Carson Wentz, gracious with gratuities, leaves $500 tip on $1,000 tab
Carson Wentz has started establishing himself as a budding hero in Philadelphia among Eagles fans thanks to a phenomenal start to his rookie season. But when it comes to being a beloved sports icon, Wentz already is firmly entrenched as an iconic hero in Fargo, N.D., where he was a star quarterback with the North Dakota State University Bison.
So it hardly should come as a shock that Wentz is welcomed with open arms whenever he sets foot back in Fargo. CSN Philly’s Mike Greger recently took a trip to North Dakota to get a firsthand look at the Wentz phenomenon, and an anecdote he shared about his time in Fargo illustrates Wentz, despite his rock star status, remains a man of his people.

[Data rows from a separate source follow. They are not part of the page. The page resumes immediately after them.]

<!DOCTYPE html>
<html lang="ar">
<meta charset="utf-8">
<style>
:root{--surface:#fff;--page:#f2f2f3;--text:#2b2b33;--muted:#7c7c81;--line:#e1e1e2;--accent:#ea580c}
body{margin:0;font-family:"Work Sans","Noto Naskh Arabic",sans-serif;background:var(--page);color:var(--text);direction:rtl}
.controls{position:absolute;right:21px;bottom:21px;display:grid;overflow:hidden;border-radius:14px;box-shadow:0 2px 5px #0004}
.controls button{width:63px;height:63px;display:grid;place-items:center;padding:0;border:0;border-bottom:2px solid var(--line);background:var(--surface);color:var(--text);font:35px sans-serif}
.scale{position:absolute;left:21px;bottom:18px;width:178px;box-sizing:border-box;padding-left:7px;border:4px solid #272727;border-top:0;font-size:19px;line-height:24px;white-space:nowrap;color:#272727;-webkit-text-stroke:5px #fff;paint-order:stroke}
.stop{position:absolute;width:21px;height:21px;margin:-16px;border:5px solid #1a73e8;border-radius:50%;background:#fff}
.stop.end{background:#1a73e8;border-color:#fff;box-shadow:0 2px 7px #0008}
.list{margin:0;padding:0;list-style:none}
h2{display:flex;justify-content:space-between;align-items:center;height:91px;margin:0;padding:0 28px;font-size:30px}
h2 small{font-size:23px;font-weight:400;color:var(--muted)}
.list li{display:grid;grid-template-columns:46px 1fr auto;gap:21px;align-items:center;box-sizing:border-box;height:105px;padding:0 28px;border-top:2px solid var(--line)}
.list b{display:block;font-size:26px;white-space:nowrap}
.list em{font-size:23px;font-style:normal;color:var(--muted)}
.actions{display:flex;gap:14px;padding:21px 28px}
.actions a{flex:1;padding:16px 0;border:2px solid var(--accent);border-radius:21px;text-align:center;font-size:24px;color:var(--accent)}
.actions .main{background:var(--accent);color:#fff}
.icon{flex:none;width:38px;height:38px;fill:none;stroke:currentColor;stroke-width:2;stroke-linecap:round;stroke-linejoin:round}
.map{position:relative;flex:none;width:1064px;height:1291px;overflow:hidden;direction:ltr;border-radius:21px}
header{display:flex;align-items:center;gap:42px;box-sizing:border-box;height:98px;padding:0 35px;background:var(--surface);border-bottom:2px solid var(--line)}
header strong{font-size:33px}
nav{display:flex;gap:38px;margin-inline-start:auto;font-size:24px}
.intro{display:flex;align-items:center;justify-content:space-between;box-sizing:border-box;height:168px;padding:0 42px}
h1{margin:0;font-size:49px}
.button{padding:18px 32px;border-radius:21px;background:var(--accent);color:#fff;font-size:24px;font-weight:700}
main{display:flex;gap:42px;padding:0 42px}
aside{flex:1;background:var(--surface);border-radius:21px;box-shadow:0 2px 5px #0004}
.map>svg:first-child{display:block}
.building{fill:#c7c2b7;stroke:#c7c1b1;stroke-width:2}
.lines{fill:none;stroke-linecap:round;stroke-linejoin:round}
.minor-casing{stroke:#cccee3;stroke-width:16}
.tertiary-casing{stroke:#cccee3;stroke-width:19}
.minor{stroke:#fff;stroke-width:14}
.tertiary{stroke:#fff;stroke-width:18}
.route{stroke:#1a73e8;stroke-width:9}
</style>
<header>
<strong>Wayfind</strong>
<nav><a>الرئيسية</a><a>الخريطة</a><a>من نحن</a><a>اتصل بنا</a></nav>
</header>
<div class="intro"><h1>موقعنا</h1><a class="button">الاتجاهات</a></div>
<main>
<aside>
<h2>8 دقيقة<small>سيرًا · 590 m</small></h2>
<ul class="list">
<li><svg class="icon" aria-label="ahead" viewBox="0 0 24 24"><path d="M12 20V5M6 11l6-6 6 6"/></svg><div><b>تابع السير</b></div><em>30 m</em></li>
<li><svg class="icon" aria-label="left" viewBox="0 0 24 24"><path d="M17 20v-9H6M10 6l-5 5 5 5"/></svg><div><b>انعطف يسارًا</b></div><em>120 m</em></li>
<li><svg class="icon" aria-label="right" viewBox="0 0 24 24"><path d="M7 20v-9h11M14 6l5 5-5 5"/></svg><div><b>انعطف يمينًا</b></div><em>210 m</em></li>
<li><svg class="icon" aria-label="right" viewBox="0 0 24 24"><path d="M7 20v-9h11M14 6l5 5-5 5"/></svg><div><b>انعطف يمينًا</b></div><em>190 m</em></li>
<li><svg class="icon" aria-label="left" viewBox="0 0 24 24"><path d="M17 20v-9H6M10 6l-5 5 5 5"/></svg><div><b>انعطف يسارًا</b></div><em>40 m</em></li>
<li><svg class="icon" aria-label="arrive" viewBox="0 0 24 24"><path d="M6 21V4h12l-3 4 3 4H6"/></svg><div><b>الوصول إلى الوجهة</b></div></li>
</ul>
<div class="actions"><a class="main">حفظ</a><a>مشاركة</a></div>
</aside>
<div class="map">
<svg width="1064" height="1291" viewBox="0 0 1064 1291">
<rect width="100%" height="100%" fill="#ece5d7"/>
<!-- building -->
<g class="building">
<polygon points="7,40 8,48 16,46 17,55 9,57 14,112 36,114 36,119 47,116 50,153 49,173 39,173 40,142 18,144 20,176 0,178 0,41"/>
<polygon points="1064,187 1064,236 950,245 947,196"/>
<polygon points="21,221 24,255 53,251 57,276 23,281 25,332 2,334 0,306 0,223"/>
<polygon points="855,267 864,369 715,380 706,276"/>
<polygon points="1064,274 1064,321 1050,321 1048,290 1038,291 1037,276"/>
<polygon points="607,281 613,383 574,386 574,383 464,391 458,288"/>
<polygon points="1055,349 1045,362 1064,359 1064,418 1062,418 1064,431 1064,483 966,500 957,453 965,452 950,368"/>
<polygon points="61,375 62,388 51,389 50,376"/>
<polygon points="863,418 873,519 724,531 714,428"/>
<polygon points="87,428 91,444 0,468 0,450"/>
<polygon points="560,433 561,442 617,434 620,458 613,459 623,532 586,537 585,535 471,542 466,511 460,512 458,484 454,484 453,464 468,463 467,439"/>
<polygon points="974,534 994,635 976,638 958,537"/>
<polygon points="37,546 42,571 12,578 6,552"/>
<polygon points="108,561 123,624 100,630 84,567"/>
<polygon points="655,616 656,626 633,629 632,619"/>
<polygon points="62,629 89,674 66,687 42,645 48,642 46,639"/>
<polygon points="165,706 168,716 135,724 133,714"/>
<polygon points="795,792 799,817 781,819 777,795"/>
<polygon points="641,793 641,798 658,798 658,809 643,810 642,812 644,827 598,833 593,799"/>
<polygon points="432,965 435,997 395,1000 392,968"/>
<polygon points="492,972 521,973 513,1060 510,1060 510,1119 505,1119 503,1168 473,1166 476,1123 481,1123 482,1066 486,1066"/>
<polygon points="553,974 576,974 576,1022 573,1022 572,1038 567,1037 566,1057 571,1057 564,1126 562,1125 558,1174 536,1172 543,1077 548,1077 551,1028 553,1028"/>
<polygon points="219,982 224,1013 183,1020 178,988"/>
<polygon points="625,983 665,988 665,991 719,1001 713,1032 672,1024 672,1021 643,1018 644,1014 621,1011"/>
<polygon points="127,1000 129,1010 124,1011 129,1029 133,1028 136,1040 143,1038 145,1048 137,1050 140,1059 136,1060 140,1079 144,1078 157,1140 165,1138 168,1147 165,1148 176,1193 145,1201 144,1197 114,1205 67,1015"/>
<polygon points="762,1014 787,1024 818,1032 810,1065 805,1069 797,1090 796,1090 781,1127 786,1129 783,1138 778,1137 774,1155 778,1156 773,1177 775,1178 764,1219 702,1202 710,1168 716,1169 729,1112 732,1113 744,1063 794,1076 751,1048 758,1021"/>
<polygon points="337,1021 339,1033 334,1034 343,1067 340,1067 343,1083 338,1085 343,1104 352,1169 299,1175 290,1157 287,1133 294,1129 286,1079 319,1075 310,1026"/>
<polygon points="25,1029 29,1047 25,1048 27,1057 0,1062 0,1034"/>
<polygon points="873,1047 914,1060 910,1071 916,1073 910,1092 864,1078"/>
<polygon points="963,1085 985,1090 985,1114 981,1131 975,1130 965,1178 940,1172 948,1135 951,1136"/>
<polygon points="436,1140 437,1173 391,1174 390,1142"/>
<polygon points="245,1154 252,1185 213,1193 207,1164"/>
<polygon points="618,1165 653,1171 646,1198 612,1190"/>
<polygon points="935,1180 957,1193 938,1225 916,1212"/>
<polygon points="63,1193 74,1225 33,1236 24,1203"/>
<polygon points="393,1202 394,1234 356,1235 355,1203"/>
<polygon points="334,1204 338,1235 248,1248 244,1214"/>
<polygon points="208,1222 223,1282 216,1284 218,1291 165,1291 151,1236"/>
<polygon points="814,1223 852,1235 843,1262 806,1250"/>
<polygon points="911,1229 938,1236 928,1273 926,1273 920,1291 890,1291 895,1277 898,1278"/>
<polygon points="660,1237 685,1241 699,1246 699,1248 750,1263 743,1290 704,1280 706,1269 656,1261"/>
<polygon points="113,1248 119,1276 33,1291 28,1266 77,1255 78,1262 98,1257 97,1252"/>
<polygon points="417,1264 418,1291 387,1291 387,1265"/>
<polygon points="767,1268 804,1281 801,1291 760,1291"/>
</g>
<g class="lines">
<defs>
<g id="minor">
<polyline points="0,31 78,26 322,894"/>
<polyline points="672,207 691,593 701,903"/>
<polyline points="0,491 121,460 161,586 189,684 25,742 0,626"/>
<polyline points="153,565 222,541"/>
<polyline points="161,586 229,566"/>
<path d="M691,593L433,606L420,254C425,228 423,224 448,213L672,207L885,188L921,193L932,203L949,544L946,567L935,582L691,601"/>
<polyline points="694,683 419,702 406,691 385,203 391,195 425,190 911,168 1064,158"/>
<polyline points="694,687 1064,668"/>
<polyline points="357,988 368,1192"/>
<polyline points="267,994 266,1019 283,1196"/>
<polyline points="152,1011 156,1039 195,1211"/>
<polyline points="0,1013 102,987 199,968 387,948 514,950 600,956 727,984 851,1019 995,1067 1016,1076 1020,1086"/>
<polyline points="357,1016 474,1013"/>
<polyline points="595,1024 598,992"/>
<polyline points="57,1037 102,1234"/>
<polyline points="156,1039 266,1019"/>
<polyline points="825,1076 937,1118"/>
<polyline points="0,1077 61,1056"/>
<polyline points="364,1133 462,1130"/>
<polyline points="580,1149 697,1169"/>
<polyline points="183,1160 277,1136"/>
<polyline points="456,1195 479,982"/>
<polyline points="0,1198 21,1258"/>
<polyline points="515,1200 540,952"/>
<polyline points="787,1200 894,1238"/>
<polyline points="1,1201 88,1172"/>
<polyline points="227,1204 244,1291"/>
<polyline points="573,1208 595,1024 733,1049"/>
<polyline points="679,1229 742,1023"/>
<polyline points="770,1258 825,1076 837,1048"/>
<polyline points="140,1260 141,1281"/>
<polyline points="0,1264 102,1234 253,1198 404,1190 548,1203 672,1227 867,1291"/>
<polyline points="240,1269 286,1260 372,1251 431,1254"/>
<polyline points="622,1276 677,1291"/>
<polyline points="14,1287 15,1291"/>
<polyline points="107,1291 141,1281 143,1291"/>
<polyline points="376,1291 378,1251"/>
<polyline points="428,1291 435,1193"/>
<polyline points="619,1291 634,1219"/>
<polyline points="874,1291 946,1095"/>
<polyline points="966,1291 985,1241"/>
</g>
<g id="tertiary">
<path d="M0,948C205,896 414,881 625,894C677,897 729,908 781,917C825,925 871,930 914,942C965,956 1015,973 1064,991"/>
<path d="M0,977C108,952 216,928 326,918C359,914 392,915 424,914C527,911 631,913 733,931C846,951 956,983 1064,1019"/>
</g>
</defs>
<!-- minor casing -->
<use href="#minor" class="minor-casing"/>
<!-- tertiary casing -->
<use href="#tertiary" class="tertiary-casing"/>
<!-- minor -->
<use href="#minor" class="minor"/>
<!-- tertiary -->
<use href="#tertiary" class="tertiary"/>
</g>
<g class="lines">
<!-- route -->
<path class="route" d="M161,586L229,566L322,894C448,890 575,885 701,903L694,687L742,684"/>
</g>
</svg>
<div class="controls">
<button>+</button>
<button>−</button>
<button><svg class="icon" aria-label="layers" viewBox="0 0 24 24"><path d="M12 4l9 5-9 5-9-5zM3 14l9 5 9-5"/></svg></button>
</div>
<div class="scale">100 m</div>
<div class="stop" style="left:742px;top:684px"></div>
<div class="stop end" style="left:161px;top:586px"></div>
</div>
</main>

It all centers around how Wentz took a trip back to his old stomping grounds during the Eagles’ bye week and showcased his affinity for handing out sizable gratuities by leaving a whopping $500 tip on a $1,000 tab.
From Greger’s story:
… Wentz held a private party in their back room last Saturday night, right after watching his alma mater roll to a 31-10 win over Illinois State. The party was a low-key affair, but waiters and bartenders were still swapping stories days later.
“As I was waiting on him, I had to look up. He is so tall,” said Rachel, a junior at NDSU who works as a server at Herd & Horns. “He was very humble, especially as a guest. He didn’t treat anyone like they were below him or anything.”
(In case you’re wondering, Wentz picked up the entire tab, $1,000 and left a $500 tip. He was whisked off by his cousin in a 1996 Chevy pickup truck. No frills.)
The world of sports is littered with tales of the tipping habits of professional athletes. There are reports of immensely wealthy pro athletes leaving abysmal tips, sometimes for good reason, apparently. However, there are also plenty of stories about those athlees who go above and beyond by leaving incredibly generous tips.
It appears Wentz has proven himself to be member of the latter group, not the former.